My personal musings about anything that gets on my radar screen--heavily dominated by politics.


TV Review: The Unit

ABC premiered a new, mid-season rollout last night, starring Dennis Haysbert (24's President Palmer) and many others.

I thought it was pretty strong. The story line follows the "exploits" of an elite counter-terrorism unit of the U.S. military, and their families, which live in a basically secluded area of an unspecified military base (actually, it may not have been unspecified, I just probably looked away for a moment).

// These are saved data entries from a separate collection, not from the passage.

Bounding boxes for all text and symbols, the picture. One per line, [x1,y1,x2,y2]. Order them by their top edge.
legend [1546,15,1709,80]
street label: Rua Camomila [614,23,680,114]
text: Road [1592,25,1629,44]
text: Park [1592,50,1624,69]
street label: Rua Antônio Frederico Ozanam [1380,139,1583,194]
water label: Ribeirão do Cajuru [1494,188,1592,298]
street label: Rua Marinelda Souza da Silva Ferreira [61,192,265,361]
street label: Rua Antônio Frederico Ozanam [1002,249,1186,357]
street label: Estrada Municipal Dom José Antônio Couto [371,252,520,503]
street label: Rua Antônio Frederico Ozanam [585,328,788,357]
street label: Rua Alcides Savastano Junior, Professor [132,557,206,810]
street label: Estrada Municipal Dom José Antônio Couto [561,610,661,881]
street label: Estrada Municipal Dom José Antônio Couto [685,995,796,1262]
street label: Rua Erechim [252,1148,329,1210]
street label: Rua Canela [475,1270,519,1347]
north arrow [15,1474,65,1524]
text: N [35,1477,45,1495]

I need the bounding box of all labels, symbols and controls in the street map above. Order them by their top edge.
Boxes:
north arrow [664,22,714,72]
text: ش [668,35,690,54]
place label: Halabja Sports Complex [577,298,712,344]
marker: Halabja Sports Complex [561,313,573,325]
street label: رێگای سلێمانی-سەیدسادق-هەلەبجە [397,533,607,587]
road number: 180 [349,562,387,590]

There were basically three story arcs last night: the retaking of a hijacked plane, the "initiation" of a new family into the fold, and some of the nuts and bolts of the command structure (including the CO having an affair with one of the wives).

The first arc was good: as near as I can tell, a realistic portrayal of the courage and matter-of-factness of U.S. Spec-Ops. The show treated the military with respect, even if Haysbert's character's disregard for inter-agency cooperation and jurisdiction stuck me as, um, suspect. Nonetheless, I appreciated both the sense of humor and the sense of humanity in how the military was portrayed. There were two parts of this arc that were, well, bad: the first explosion of some anonymous terrorist hideout in the middle east was not particularly good, and the whole scene where three National Guard members were killed walking--yes, walking--up to the plane was likewise unrealistic. I mean, I get that they thought they were in the plane's blind spot, but when someone raises a gun in your direction, I don't know, duck, or something. But, other than those two quibbles, which, by the way, DID NOT detract from the story, I thought the first story arc was good.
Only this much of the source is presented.